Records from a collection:
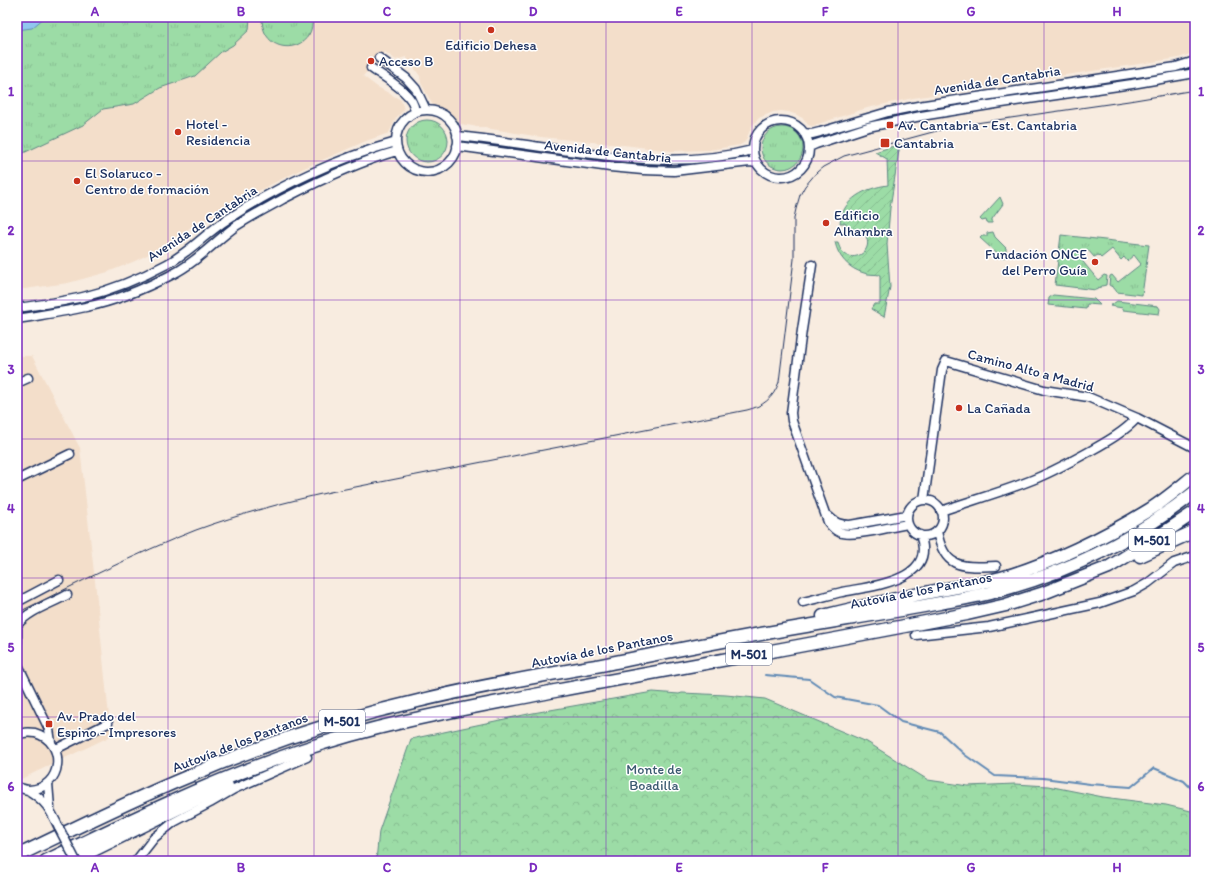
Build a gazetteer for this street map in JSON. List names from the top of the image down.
{
  "streets": {
    "highway": ["M-501", "Autovía de los Pantanos"],
    "street": ["Avenida de Cantabria", "Camino Alto a Madrid"]
  },
  "parks": ["Monte de Boadilla"],
  "places": {
    "other": [
      "Edificio Dehesa",
      "Acceso B",
      "Hotel - Residencia",
      "El Solaruco - Centro de formación",
      "Edificio Alhambra",
      "Fundación ONCE del Perro Guía",
      "La Cañada"
    ],
    "transit": ["Av. Cantabria - Est. Cantabria", "Cantabria", "Av. Prado del Espino - Impresores"]
  },
  "grid": {
    "columns": [
      "A",
      "B",
      "C",
      "D",
      "E",
      "F",
      "G",
      "H"
    ],
    "rows": [
      "1",
      "2",
      "3",
      "4",
      "5",
      "6"
    ]
  }
}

▶ **What you should do**
Set down every record above exactly as it stands, but skip the pictures.

▶ **Exercise solution**
Build a gazetteer for this street map in JSON. List names from the top of the image down.
{
  "streets": {
    "highway": ["M-501", "Autovía de los Pantanos"],
    "street": ["Avenida de Cantabria", "Camino Alto a Madrid"]
  },
  "parks": ["Monte de Boadilla"],
  "places": {
    "other": [
      "Edificio Dehesa",
      "Acceso B",
      "Hotel - Residencia",
      "El Solaruco - Centro de formación",
      "Edificio Alhambra",
      "Fundación ONCE del Perro Guía",
      "La Cañada"
    ],
    "transit": ["Av. Cantabria - Est. Cantabria", "Cantabria", "Av. Prado del Espino - Impresores"]
  },
  "grid": {
    "columns": [
      "A",
      "B",
      "C",
      "D",
      "E",
      "F",
      "G",
      "H"
    ],
    "rows": [
      "1",
      "2",
      "3",
      "4",
      "5",
      "6"
    ]
  }
}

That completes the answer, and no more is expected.